(Stored data entries)
==================================================

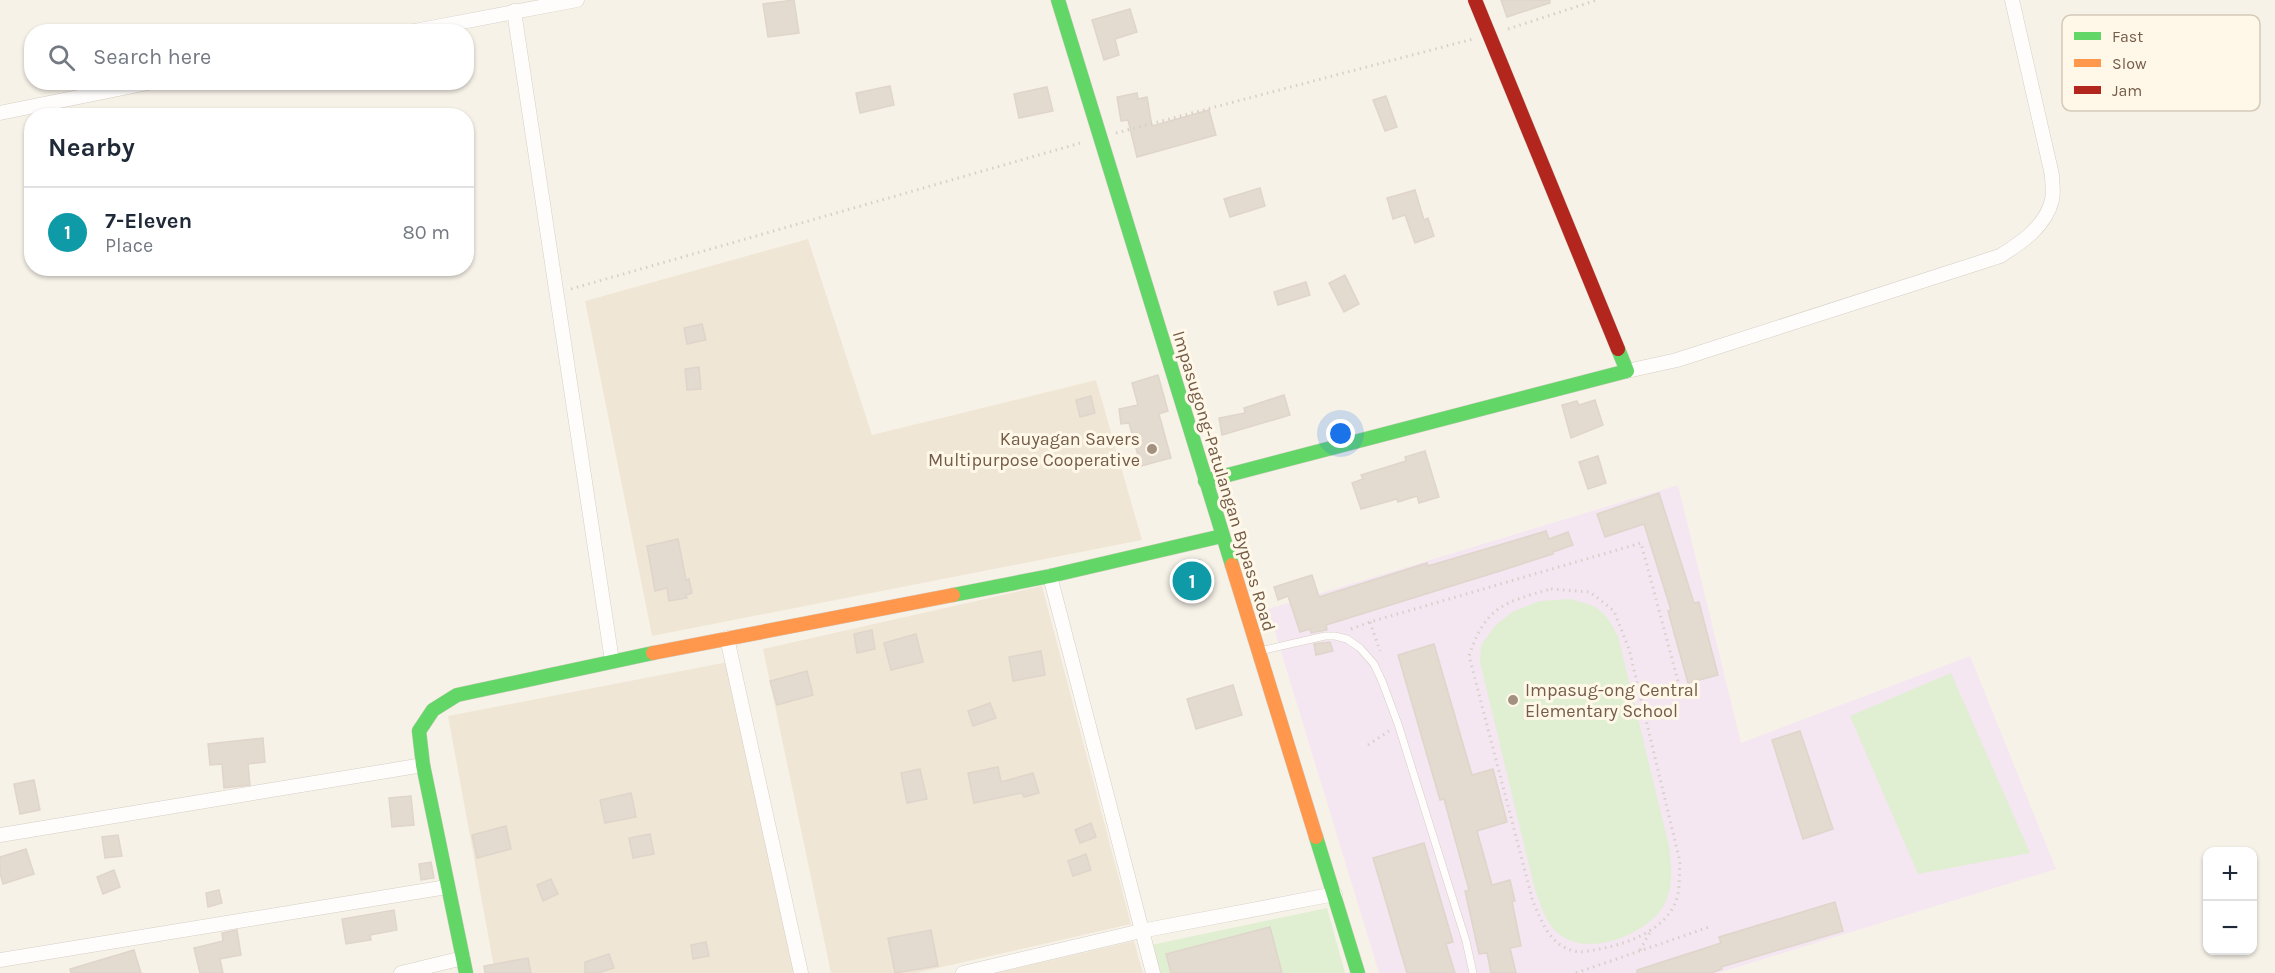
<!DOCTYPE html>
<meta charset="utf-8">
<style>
:root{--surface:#fff;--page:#f6f6f7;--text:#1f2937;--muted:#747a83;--line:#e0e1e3;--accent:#a29080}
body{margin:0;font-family:Karla,sans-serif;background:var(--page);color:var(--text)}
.controls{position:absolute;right:18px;bottom:18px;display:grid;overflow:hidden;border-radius:12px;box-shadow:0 2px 4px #0004}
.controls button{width:54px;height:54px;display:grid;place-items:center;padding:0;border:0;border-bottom:2px solid var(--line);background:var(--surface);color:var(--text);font:30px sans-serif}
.you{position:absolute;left:1341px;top:434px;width:21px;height:21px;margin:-15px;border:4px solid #fff;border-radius:50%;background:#1a73e8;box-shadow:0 0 0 9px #1a73e833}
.badge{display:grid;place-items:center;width:39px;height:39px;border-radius:50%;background:var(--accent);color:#fff;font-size:20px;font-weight:700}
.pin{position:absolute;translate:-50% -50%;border:3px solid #fff;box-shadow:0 2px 6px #0006}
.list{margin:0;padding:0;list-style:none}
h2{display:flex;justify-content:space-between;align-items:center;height:78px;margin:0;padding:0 24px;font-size:26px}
h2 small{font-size:20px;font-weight:400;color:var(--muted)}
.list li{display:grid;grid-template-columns:39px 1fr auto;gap:18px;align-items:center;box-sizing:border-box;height:90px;padding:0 24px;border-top:2px solid var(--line)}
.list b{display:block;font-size:22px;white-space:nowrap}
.list p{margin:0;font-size:20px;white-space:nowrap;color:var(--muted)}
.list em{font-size:20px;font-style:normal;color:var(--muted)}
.icon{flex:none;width:33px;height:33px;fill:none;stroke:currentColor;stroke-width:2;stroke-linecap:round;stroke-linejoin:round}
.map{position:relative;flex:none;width:2275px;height:973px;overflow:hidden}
.search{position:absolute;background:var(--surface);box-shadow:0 2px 4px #0004;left:24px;top:24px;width:450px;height:66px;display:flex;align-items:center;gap:15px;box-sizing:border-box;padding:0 21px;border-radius:24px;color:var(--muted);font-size:22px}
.panel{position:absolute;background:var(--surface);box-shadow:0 2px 4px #0004;left:24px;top:108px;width:450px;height:168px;border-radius:24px}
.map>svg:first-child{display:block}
.residential{fill:#f0e6d5}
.education{fill:#f4e7f1}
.green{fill:#e0eed2}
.building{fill:#e3dad0;stroke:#dfd5ca;stroke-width:1.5}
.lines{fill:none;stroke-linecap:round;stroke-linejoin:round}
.lane-casing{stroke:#d5cec5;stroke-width:8}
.street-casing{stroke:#d5cec5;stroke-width:15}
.fast-casing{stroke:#d6cec4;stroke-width:15}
.slow-casing{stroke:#d6cec4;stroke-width:15}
.jam-casing{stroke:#d6cec4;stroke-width:15}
.path{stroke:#d7d0c9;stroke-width:3;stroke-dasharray:1.5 4.5;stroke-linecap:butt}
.lane{stroke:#fefdfc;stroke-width:7}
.street{stroke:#fefdfc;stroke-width:14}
.fast{stroke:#63d668;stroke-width:14}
.slow{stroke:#ff974d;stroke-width:14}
.jam{stroke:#b3261e;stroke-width:14}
.poi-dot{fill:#a29080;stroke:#fff8e8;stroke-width:2}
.labels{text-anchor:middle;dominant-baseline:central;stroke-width:6;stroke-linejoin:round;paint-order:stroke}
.poi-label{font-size:18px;fill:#745c48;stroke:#fff8e8;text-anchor:end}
.street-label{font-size:18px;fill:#745c48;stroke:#fff8e8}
.key{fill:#fff8e8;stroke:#d5c9b8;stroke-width:1.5}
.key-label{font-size:16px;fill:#745c48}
</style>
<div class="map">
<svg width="2275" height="973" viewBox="0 0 2275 973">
<rect width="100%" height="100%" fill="#f7f2e8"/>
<!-- residential -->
<g class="residential">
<polygon points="808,239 872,435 1096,380 1142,540 652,636 585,301"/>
<polygon points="1042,586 1131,924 916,973 831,973 763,649"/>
<polygon points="733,661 799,973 495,973 448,716"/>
<polygon points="1134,941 1143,973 996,973"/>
</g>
<!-- education -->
<polygon class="education" points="1678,485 1741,743 1970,656 2056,869 1718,973 1379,973 1268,609"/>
<!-- green -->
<g class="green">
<path d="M1570 599C1600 607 1603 608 1618 636L1669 846C1671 865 1674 883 1666 901 1652 933 1589 959 1559 934 1546 924 1541 905 1535 890L1480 662 1481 645 1496 625 1512 612 1540 601Z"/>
<polygon points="1951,673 2030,853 1918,874 1850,716"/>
<polygon points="1327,908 1345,973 1161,973 1151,945"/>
</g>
<!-- building -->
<g class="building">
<polygon points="794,0 799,33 768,37 763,4"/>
<polygon points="1501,0 1550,0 1550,3 1507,17"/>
<polygon points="1130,9 1137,32 1115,39 1119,55 1104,60 1092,20"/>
<polygon points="890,86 894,105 860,113 856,93"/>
<polygon points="1047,87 1053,111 1019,118 1014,94"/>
<polygon points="1137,93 1138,99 1147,97 1152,126 1209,110 1216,135 1137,157 1128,120 1121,121 1117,97"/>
<polygon points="1386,96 1397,127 1385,131 1373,100"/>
<polygon points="1260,188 1265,206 1230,217 1224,199"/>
<polygon points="1415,190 1424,220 1428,218 1434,236 1415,243 1405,215 1393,219 1387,198"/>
<polygon points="1345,275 1359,304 1344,312 1329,283"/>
<polygon points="1306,282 1310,295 1278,305 1274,292"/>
<polygon points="702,324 706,340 687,344 684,328"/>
<polygon points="699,367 701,389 687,390 685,369"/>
<polygon points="1158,375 1168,411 1159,414 1171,458 1141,466 1129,423 1121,424 1119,409 1138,405 1132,383"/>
<polygon points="1284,395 1290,415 1222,435 1219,418 1245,413 1244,408"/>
<polygon points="1091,396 1095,413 1080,417 1076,400"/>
<polygon points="1595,400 1603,425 1571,438 1562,405 1577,401 1579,405"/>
<polygon points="1425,451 1439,497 1419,503 1417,496 1398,502 1397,499 1361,509 1352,483 1363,479 1361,475 1406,461 1405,457"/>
<polygon points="1598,456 1606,483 1588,489 1579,462"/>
<polygon points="1659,493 1694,603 1699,602 1718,675 1688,683 1668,611 1671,610 1644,524 1605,537 1597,514"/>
<polygon points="1546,531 1549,539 1568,532 1573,545 1553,552 1553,554 1500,571 1326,625 1327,630 1311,633 1310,629 1300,632 1288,596 1278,600 1274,587 1312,575 1319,597 1427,563 1428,566"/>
<polygon points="678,539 686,580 689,579 692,593 686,595 687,598 669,601 667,588 655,591 647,546"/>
<polygon points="1200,560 1209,594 1184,602 1175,567"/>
<polygon points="872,630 875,649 857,653 854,634"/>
<polygon points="916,634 923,662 891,670 884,643"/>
<polygon points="1330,642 1333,651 1316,655 1314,644"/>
<polygon points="1434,644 1472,775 1493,769 1507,822 1477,831 1492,885 1510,880 1515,901 1512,901 1521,946 1510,948 1516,973 1491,973 1487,953 1479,954 1465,891 1469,890 1444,799 1440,800 1398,655"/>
<polygon points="1041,651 1045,675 1013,681 1009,657"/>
<polygon points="807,671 813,695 777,705 770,681"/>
<polygon points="1233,685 1242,715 1196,729 1187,699"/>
<polygon points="990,703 996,718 973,726 968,711"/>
<polygon points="1800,731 1833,829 1803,839 1772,740"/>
<polygon points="263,738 265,762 248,764 250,785 224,788 222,764 210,765 208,744"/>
<polygon points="998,767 1001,782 1033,773 1039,793 1024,797 1022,793 974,803 968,773"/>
<polygon points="920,769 927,799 907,803 901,773"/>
<polygon points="34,780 40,810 20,814 14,784"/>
<polygon points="631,793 636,817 605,823 600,800"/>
<polygon points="411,796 414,825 392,827 389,798"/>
<polygon points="1091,823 1096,837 1080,843 1075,830"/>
<polygon points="506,826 511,849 477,858 472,835"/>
<polygon points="650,834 654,854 633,858 629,838"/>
<polygon points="118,835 122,856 105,858 102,837"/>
<polygon points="1424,843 1453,942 1446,944 1455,973 1407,973 1373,858"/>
<polygon points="26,849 34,874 3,884 0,873 0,857"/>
<polygon points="1086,854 1091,870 1073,876 1068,861"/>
<polygon points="431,862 434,878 421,880 419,864"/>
<polygon points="114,870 120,887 103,894 97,877"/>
<polygon points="551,879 558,894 543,901 537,885"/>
<polygon points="219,890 222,903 208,907 206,893"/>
<polygon points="1835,902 1843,931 1721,967 1722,969 1711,973 1637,973 1637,970 1721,943 1719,937"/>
<polygon points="394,910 397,930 370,935 371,940 346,944 342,919"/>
<polygon points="1270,927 1282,973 1171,973 1166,954"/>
<polygon points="237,930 241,955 220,959 223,973 200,973 194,948 223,941 222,933"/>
<polygon points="931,930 938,966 895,973 888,938"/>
<polygon points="706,942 709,956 693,959 691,945"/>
<polygon points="134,950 141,973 71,973 70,969"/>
<polygon points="609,954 614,968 598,973 585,973 585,962"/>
<polygon points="528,958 531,973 485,973 484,966"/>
</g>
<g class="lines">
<!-- lane casing -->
<g class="lane-casing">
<polyline id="lane" points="1260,651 1325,636 1335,636 1347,639 1360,648 1374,664 1382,681 1398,724 1466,941 1473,973"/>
</g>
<!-- street casing -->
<g class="street-casing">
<g id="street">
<polyline points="514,11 612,661"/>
<polyline points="409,32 577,0"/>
<polyline points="0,113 153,82"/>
<path d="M1627 371 1677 360 2000 256C2021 243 2046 226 2052 200 2054 192 2052 183 2052 175L2012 0"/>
<polyline points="1050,576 1153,973"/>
<polyline points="727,638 801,973"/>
<polyline points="0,835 423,765"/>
<polyline points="0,960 447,887"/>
<polyline points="401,973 463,958"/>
<polyline points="963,973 1141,931 1335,894"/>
</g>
</g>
<!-- fast casing -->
<g class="fast-casing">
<g id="fast">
<polyline points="1058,0 1232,565"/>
<polyline points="1205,481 1627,371 1618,349"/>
<polyline points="953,595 1050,576 1222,536"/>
<polyline points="1316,837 1358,973"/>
<polyline points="466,973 423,765 419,731 433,710 457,695 653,653"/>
</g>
</g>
<!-- slow casing -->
<g class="slow-casing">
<g id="slow">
<polyline points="1232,565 1316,837"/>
<polyline points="653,653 953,595"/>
</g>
</g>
<!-- jam casing -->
<g class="jam-casing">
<polyline id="jam" points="1475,0 1618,349"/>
</g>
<!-- path -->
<g class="path">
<polyline points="1508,29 1597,0"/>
<polyline points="1116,133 1473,39"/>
<polyline points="571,289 1084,142"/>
<path d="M1551 589 1590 592 1614 611 1629 649 1680 862C1679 872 1680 884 1678 894 1671 927 1633 942 1604 948 1590 951 1577 955 1564 947 1547 938 1541 919 1533 902L1469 656C1485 607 1504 602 1551 589Z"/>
<polyline points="1370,622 1380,651"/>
<polyline points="1351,629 1370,622 1641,543 1679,685"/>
<polyline points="1368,745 1389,731"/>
<polyline points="1640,950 1650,932"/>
<polyline points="1576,973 1712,926"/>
</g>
<!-- lane -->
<use href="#lane" class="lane"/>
<!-- street -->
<use href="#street" class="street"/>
<!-- fast -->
<use href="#fast" class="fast"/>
<!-- slow -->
<use href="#slow" class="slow"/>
<!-- jam -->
<use href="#jam" class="jam"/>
</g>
<!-- markers -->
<g class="poi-dot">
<circle cx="1152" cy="449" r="6"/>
<circle cx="1513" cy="700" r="6"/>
</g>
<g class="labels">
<!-- poi labels -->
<g class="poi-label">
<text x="1140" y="439">Kauyagan Savers<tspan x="1140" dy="21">Multipurpose Cooperative</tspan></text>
<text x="1525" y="690" text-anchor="start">Impasug-ong Central<tspan x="1525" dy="21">Elementary School</tspan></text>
</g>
<!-- street labels -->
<g class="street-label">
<text transform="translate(1224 481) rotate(73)">Impasugong-Patulangan Bypass Road</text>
</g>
</g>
<!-- legend -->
<rect x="2062" y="15" width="198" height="96" rx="9" class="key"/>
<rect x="2074" y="32" width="27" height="8" fill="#63d668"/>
<rect x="2074" y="59" width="27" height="8" fill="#ff974d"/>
<rect x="2074" y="86" width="27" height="8" fill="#b3261e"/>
<g class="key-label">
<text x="2112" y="42">Fast</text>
<text x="2112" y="69">Slow</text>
<text x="2112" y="96">Jam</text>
</g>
</svg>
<div class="controls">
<button>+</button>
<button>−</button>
</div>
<div class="you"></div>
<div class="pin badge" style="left:1192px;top:581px;background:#0f9aa8">1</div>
<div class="search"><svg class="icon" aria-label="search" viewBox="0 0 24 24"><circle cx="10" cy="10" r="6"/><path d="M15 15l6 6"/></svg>Search here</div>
<section class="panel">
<h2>Nearby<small></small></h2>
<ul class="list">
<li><span class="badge" style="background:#0f9aa8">1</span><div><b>7-Eleven</b><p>Place</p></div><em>80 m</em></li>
</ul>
</section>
</div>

==================================================

EXERCISE -
Search the data for the string "linejoin" and copy out every line where it is found.

TASK RESPONSE -
.icon{flex:none;width:33px;height:33px;fill:none;stroke:currentColor;stroke-width:2;stroke-linecap:round;stroke-linejoin:round}
.lines{fill:none;stroke-linecap:round;stroke-linejoin:round}
.labels{text-anchor:middle;dominant-baseline:central;stroke-width:6;stroke-linejoin:round;paint-order:stroke}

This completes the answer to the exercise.